Monday, February 11, 2008

Food for the Mind as well as the Body

In recent years I have taken up marathon running and in trying to optimize my limited performance at the back of the pack I have focused on the Nutrition component of the training. One of my recent reads was by Brian Wansink: Mindless Eating: Why We Eat More Than We Think. It only took a nanosecond for my 20-year-old son to point out the other interpretation of the sub-title. The book is a very readable chronicle of many of the author’s experiments and the results of his research including useful information such as: If you want to reduce the amount of wine that your guests drink at your next dinner party, pour each refill into a clean glass and leave the used glasses on the table. The accumulating glasses will send a message.

Then, through an article in The Week magazine (thank you, Diane), I ordered Good Calories, Bad Calories: Challenging the Conventional Wisdom on Diet, Weight Control, and Disease by Gary Taubes from my local library. I don’t think that the article mentioned that it is 640 pages. I did read a few pages but the rest will have to wait for another time (or illness). But what I did read is very thought-provoking. His thesis seems to be that the original research regarding the damage of fat in our diets was grossly misinterpreted and the wrong messages have been perpetuated. It’s really the carbs that do most of the damage – and make us hungry besides. That also confirms what I recently heard in a nutrition lecture by Max Utter that there is no way that a fat calorie can be converted into fat in your body unless you are really starving and your body has no alternative. There’s a lot of science here which somehow was left out of my liberal education – but an interesting and vitally important topic.

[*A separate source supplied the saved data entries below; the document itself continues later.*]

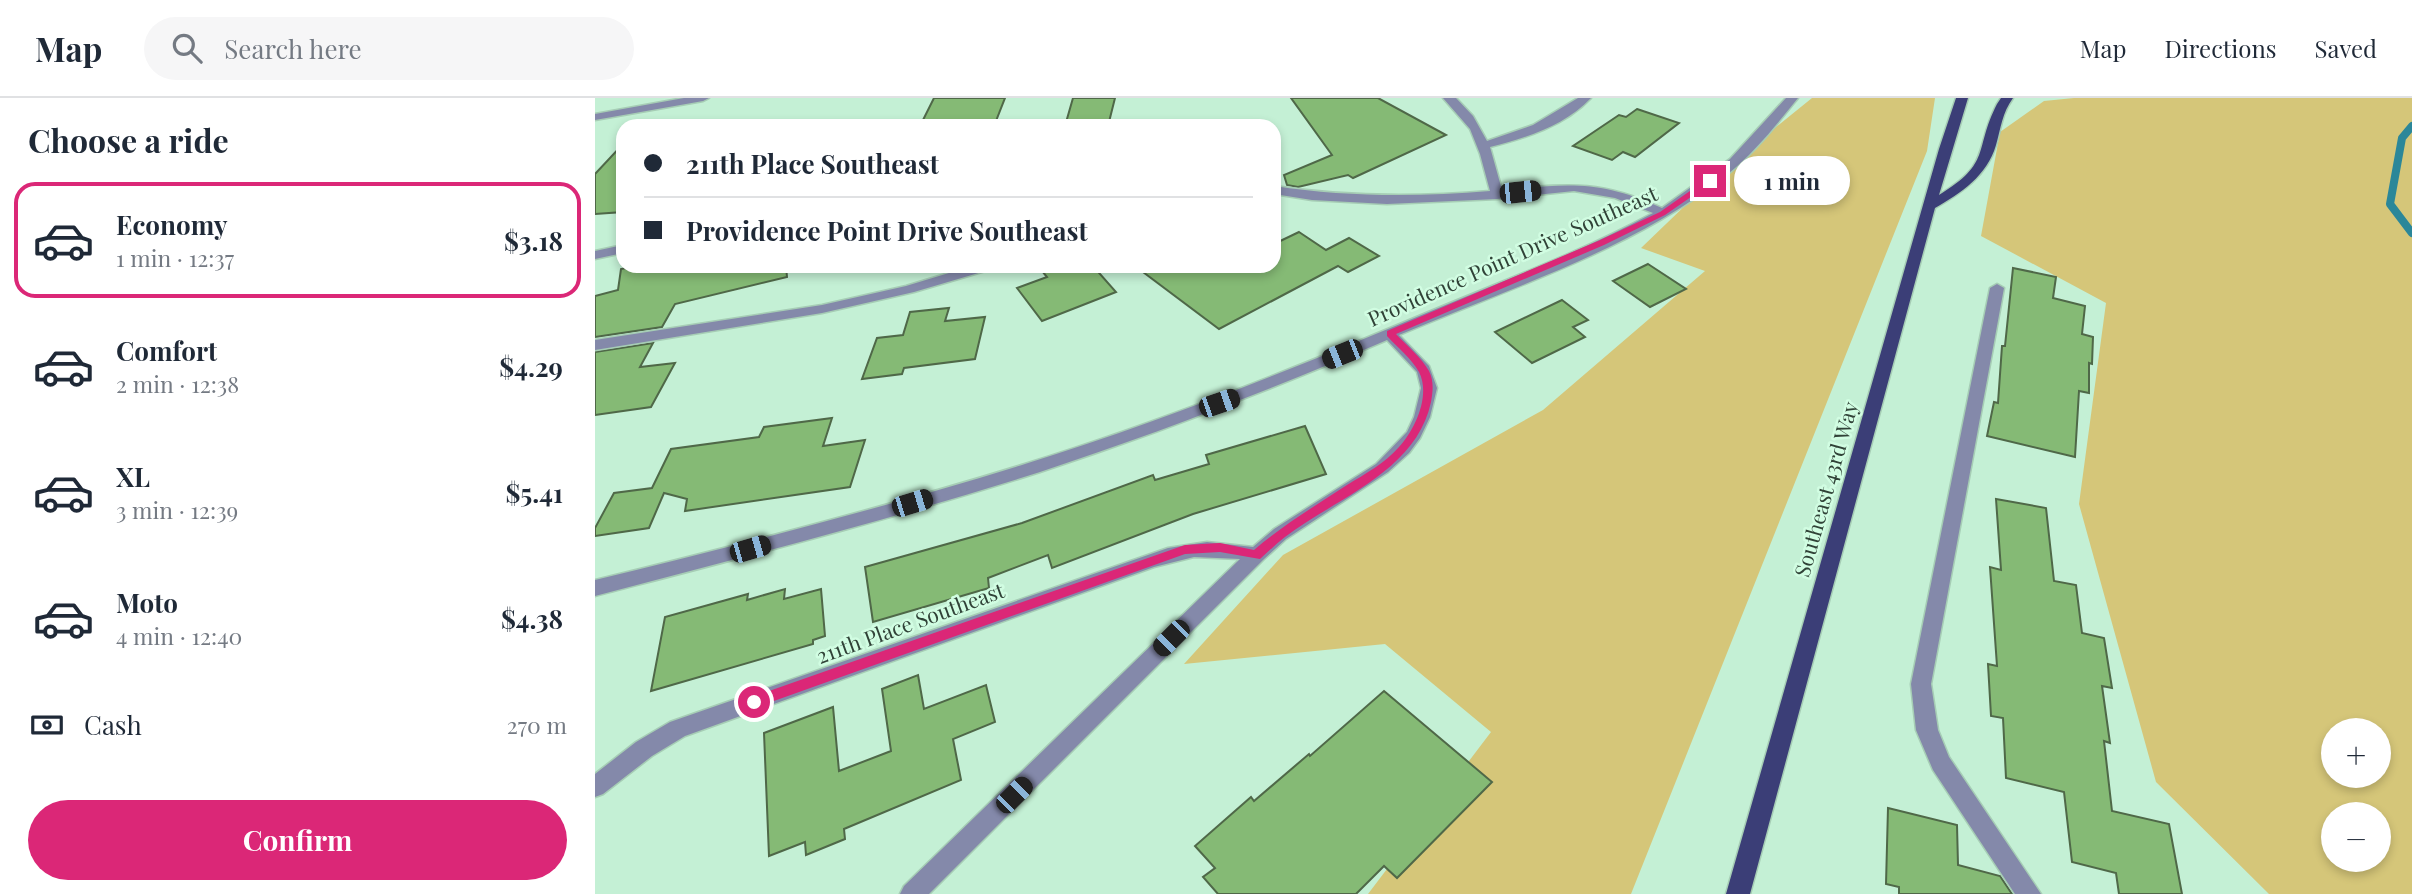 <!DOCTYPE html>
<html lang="en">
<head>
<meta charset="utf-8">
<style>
  :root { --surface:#fff; --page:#f6f6f7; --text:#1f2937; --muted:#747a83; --line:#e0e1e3; --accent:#db2777 }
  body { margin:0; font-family:"Playfair Display",serif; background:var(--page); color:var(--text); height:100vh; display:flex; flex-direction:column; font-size:26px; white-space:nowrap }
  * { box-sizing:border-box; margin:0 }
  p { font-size:23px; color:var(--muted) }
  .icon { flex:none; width:38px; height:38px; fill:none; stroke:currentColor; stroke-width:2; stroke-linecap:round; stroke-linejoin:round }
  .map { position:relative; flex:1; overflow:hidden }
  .drawer { display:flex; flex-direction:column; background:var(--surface); width:595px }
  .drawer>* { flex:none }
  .top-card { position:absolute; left:21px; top:21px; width:665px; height:154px; border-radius:21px; box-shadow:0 4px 10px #0003; display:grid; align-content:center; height:154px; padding:0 28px; background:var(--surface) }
  .buttons { position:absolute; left:1726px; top:620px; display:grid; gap:14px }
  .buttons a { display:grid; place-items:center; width:70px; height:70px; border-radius:50%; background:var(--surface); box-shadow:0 4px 10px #0003; font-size:35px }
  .end { position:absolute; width:32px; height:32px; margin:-16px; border:9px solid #db2777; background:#fff; box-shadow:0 0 0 4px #fff }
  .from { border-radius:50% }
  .bubble { position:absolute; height:49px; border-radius:24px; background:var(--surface); box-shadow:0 4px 10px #0003; font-size:23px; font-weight:700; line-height:49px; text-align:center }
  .car { position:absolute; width:21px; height:42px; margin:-21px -10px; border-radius:9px; box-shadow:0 0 5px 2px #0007; background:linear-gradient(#222 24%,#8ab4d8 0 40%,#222 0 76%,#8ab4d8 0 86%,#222 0) }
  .top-card b { display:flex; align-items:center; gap:24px; height:66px; font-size:26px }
  .top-card b+b { border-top:2px solid var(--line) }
  .top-card i { width:18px; height:18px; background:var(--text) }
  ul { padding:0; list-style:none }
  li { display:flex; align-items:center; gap:21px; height:116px; margin:0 14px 10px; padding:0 14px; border:4px solid transparent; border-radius:21px }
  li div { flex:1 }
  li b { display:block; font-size:26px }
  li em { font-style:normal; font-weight:700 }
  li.selected { border-color:var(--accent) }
  li>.icon { width:63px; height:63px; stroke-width:1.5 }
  h2 { padding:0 28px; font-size:32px; line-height:84px }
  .pay { display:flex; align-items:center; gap:18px; height:77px; padding:0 28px; font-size:26px }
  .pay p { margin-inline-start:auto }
  .action { display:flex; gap:14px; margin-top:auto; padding:14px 28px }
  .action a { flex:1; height:80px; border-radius:42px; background:var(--accent); color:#fff; font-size:28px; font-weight:700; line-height:80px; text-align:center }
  header { display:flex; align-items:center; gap:42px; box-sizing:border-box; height:98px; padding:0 35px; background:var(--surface); border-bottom:2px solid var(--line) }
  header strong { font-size:33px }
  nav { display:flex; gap:38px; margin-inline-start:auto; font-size:24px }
  .search { width:490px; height:63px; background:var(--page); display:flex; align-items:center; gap:18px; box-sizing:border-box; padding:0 24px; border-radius:38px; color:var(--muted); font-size:26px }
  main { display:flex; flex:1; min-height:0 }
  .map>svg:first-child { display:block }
  .green { fill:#d5c679; fill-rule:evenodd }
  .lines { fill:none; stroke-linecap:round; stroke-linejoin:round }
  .stream { stroke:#2b8799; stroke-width:8 }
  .building { fill:#85ba75; stroke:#4f6848; stroke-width:2 }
  .minor-casing { stroke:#a6cdb5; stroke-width:3 }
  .major-casing { stroke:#a6cdb5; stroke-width:3 }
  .minor { fill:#8489aa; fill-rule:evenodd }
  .major { fill:#3b3e77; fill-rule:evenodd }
  .route { fill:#db2777 }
  .labels { text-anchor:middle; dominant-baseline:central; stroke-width:5; stroke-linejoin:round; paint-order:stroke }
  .street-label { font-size:21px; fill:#304237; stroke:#d1fde2 }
</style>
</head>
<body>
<header>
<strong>Map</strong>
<div class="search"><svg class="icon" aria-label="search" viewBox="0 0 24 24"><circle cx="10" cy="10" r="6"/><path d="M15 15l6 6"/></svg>Search here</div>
<nav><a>Map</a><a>Directions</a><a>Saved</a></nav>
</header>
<main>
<section class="drawer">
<h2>Choose a ride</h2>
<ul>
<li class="selected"><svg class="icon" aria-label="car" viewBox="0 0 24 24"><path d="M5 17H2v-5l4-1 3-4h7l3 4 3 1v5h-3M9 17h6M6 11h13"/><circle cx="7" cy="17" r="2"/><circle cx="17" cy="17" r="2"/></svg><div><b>Economy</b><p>1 min · 12:37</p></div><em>$3.18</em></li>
<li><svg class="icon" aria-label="car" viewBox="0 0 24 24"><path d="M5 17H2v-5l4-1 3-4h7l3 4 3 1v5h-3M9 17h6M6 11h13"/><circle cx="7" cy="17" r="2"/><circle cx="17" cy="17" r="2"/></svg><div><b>Comfort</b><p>2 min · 12:38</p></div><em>$4.29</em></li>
<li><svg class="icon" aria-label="car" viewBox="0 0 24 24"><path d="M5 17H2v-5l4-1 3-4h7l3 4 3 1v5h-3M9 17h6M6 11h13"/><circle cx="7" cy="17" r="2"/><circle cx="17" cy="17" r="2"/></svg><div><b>XL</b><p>3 min · 12:39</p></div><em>$5.41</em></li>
<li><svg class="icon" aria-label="car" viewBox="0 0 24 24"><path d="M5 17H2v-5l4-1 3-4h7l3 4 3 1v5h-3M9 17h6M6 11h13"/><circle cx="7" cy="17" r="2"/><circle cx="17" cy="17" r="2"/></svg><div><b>Moto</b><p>4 min · 12:40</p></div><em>$4.38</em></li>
</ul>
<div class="pay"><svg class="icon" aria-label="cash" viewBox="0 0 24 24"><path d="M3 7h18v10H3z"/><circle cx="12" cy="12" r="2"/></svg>Cash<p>270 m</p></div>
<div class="action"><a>Confirm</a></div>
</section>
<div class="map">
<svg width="1817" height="796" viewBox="0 0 1817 796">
  <rect width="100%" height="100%" fill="#c4f0d5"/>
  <g class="green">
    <path d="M 1217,0 L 1340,0 L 1332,53 L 1036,796 L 773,796 L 896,634 L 790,546 L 589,566 L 688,457 L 948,312 L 1110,173 L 1046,150 L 1123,76 Z"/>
    <path d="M 1479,0 L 1817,0 L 1817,796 L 1674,796 L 1561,684 L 1484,406 L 1511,205 L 1386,138 L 1405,34 L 1449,3 ZM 1738,632 L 1783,632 L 1783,677 L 1738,677 ZM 1738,716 L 1783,716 L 1783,761 L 1738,761 Z"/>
  </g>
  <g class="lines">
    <path class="stream" d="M 1817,28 L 1807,40 L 1795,106 L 1817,135"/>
  </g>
  <g class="building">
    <path d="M 339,0 L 410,0 L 399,28 L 325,28 Z"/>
    <path d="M 478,0 L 520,0 L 513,28 L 470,28 Z"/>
    <path d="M 696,0 L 783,0 L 851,37 L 758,80 L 753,77 L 703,89 L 692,87 L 689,77 L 737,57 Z"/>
    <path d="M 1042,11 L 1084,25 L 1040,59 L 1028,54 L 1017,62 L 978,48 L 1024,17 L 1031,19 Z"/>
    <path d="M 28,46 L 28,114 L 0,116 L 0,76 Z"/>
    <path d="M 704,134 L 731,152 L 754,140 L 784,158 L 753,174 L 743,168 L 624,231 L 540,168 L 679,168 L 679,146 Z"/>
    <path d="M 1053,166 L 1091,191 L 1055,209 L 1018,183 Z"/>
    <path d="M 42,168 L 191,168 L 192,179 L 80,206 L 67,229 L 0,239 L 0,198 L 23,192 L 26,171 Z"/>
    <path d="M 443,168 L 498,168 L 521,194 L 447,223 L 422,190 L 452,179 Z"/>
    <path d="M 1418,170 L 1461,179 L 1458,200 L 1490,208 L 1487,236 L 1498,239 L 1497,266 L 1494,265 L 1494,295 L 1484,293 L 1480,359 L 1392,338 L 1399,304 L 1403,305 L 1407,248 L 1410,248 Z"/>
    <path d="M 967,202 L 993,222 L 978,229 L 990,239 L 937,265 L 900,234 Z"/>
    <path d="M 354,210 L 350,223 L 390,219 L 380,261 L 309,270 L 307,276 L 267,281 L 282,240 L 308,237 L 315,214 Z"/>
    <path d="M 58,245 L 45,269 L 80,265 L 56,309 L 0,317 L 0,254 Z"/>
    <path d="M 237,320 L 228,348 L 270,342 L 255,389 L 90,413 L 92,401 L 69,395 L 54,430 L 0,438 L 0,430 L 19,395 L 57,390 L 76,351 L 164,339 L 169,329 Z"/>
    <path d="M 710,328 L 731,376 L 598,416 L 457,470 L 453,457 L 393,480 L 394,490 L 278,524 L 270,469 L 427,425 L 558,377 L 560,382 L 614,366 L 611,357 Z"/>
    <path d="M 1401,401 L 1451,410 L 1459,483 L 1481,487 L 1487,535 L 1509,540 L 1517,590 L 1507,588 L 1515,645 L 1509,643 L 1517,713 L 1574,726 L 1587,796 L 1524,796 L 1521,775 L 1477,764 L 1469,694 L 1411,680 L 1408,620 L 1396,618 L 1393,566 L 1402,568 L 1395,469 L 1406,472 Z"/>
    <path d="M 190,491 L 189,501 L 226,491 L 230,538 L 218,542 L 218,546 L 56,593 L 70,519 L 153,496 L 152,502 Z"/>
    <path d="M 323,577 L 329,611 L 391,587 L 400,624 L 358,641 L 366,682 L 249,731 L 250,741 L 211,757 L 210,744 L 174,758 L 169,635 L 238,609 L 244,673 L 296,653 L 287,591 Z"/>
    <path d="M 789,593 L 897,684 L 802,780 L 789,768 L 761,796 L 623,796 L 608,779 L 620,770 L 600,748 L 656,699 L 659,703 L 714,656 L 715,658 Z"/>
    <path d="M 1293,710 L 1362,727 L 1363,767 L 1405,778 L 1417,796 L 1304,796 L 1304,789 L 1291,786 Z"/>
  </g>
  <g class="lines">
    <defs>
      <g id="minor">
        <path d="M 89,0 L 114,0 L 108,3 L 0,22 L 0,16 Z"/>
        <path d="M 848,0 L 861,0 L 878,18 L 892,43 L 938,27 L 983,0 L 996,0 C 970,28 930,40 895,49 L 907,92 C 973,86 1004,81 1067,110 L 1135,61 L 1191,0 L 1203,0 C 1182,26 1160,54 1134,75 C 1041,151 914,190 804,237 L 834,268 L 842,290 L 835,319 L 825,340 L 814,355 L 793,374 L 691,441 L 668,462 L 334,796 L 305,796 L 309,788 L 645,461 L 599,459 L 559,469 L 90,638 L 57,658 L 8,696 L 0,699 L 0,676 L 41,644 L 75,624 L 573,450 L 612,444 L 658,449 L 679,431 L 781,366 L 812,334 L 819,319 L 826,290 L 822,274 L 792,242 C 678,291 563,335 445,374 C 298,421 149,459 0,498 L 0,482 C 144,447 288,410 430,366 C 568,323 703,269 836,213 C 910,182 986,154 1058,115 L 1020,100 L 979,93 L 902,101 L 792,106 L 717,102 L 679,96 L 679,88 C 751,99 822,99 895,93 L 885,56 L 875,31 Z"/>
        <path d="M 28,147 L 28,155 L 0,161 L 0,153 Z"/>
        <path d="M 377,168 L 399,168 L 397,171 L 319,194 L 227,215 L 0,252 L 0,242 L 227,207 L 311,188 Z"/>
        <path d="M 1402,186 L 1409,190 L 1336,586 L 1343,632 L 1354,659 L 1446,796 L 1420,796 L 1338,672 L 1321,632 L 1316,586 L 1395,190 Z"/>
      </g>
      <path id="major" d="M 1361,0 L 1373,0 L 1344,97 C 1398,64 1378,53 1402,6 L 1406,0 L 1418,0 C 1407,15 1406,30 1401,47 C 1392,78 1366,95 1340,110 L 1155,796 L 1131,796 L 1344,51 Z"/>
    </defs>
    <use href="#minor" class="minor-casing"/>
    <use href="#major" class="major-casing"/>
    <use href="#minor" class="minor"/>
    <use href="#major" class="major"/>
  </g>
  <path class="route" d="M 1112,81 L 1119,83 L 1070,117 L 1009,147 L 801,236 C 811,247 827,260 834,273 C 839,283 838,293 836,304 C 821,374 741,400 690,439 C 681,446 673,454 665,461 L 625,454 L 590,456 L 159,610 L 154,608 L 154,600 L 590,447 L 625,445 L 659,452 C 688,427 720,408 752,387 C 770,376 790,365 804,349 C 820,332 836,297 824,274 C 817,261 802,249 792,238 L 792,233 L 1003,143 L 1065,114 Z"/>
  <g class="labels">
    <g class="street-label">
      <text transform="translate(917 157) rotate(-24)">Providence Point Drive Southeast</text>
      <text transform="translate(1230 391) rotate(-74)">Southeast 43rd Way</text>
      <text transform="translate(315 524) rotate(-20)">211th Place Southeast</text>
    </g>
  </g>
</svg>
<div class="buttons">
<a>+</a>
<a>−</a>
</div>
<i class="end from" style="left:159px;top:604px"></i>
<i class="end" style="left:1115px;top:83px"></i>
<div class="bubble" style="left:1139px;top:58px;width:116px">1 min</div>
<i class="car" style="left:925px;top:94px;rotate:84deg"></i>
<i class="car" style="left:747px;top:256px;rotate:248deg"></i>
<i class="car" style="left:624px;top:305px;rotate:71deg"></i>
<i class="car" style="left:317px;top:405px;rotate:73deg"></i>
<i class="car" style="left:155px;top:451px;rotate:74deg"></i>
<i class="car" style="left:576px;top:540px;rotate:225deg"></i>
<i class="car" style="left:419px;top:697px;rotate:45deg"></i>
<div class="top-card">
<b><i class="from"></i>211th Place Southeast</b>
<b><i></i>Providence Point Drive Southeast</b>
</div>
</div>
</main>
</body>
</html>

On a more accessible note, I recently spent a rainy weekend (we have had several of late) with In Defense of Food An Eater’s Manifesto by Michael Pollan. Michael Pollan is the author of the popular The Omnivore’s Dilemma which I didn’t read. Pollan’s newest book is another argument for “you are what you eat” and it has some great practical suggestions. I have no trouble getting excited about eating well – it’s just with the shopping and cooking that I get bogged down. I did however sign up for the summer season of veggies/fruit/eggs/bread/cheese from Canvas Ranch, a local CSA (Community Supported Agriculture) farm that delivers weekly. All of this is making me hungry – I had better go for a long run!

www.theweekdaily.com
www.nationalpainrelief.org
(Max Utter)
www.canvasranch.com

1 comment:

  1. Interesting - Taubes's theory sounds a lot like the much maligned Atkins diet - fat good; carbs bad. But if I ever go to a dinner party where my sanctimonious host lines up my empty wine glasses you can bet there will be no return engagement for me!